The sound of crushed aluminium and splintered plastic underfoot had not entirely dissipated: here and there, groups of hangdog supporters were leaving the area, aware that despite the profound loss, in four years' time there'd be the opportunity to get even. I was immune to it. What did hit me was the
setting
of the disgrace: it only reminded me, together with those ten-year-old scavengers, of my own loss. Missing Tonio could be augmented in myriad ways and with myriad attributes.

9

Today, the 12th of July, we would add the newest acquisition to Tonio's rock collection. Not in the glass display-case in our living room — its dimensions did not allow for that. This monster of Belgian bluestone was to be exhibited in the open air, at Buitenveldert Cemetery. I had wanted to have them incorporate a piece of lapis lazuli, Tonio's favourite, into it, but this was problematic for the stonecutters, so we dropped it.

The municipal sanitation department had already started clearing the debris from Museumplein that very night.

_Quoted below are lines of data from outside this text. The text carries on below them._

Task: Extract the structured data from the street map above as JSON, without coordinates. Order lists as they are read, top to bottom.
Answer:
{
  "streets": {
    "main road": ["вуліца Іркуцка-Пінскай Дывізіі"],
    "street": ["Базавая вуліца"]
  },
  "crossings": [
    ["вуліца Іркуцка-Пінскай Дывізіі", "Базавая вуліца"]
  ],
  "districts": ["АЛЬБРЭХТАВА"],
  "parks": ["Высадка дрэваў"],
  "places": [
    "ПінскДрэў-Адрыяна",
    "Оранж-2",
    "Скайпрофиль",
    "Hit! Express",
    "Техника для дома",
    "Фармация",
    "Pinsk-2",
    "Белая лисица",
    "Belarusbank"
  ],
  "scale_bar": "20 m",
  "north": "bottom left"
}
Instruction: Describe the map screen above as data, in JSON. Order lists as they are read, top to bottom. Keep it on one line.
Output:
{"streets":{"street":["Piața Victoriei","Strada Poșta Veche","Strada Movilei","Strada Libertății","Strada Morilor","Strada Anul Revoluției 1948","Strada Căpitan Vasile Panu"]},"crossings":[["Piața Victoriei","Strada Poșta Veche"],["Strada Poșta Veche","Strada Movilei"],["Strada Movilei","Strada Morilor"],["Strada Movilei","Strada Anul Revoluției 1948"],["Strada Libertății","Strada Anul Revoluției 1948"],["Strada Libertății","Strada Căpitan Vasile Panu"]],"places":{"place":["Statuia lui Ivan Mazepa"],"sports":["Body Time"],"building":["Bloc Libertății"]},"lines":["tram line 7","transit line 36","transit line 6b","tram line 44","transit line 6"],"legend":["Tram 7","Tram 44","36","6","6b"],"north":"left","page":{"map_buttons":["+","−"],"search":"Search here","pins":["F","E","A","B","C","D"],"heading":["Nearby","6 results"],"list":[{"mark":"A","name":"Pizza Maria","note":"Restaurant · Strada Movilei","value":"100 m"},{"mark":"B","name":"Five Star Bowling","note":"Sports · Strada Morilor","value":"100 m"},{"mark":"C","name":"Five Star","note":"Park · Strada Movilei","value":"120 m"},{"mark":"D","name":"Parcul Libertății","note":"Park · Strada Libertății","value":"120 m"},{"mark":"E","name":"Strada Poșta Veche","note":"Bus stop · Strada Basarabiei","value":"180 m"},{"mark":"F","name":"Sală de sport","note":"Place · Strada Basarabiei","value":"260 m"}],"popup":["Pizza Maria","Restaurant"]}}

When I took my timid early-morning walk, they were still busy cleaning — anything to provide a spotless foundation for the next day's homecoming, so that a new carpet of garbage could be laid. Win or lose, the screaming must go on. Even the city government had already decided there would be a canal parade. This way, they hoped, by some alchemistic trick, to convert defeat into victory. Bring a million orange-clad provincials by train to the capital. Have them throng the players' boat, from bridge to bridge, and from canal wall to canal wall. All that honking and orange smoke will magically transform disgrace into triumph. The new mayor cashed in on it: his inauguration was ratified with two streetfests in a single week. Public misconduct, provided it was cloaked in the national colours, was okay.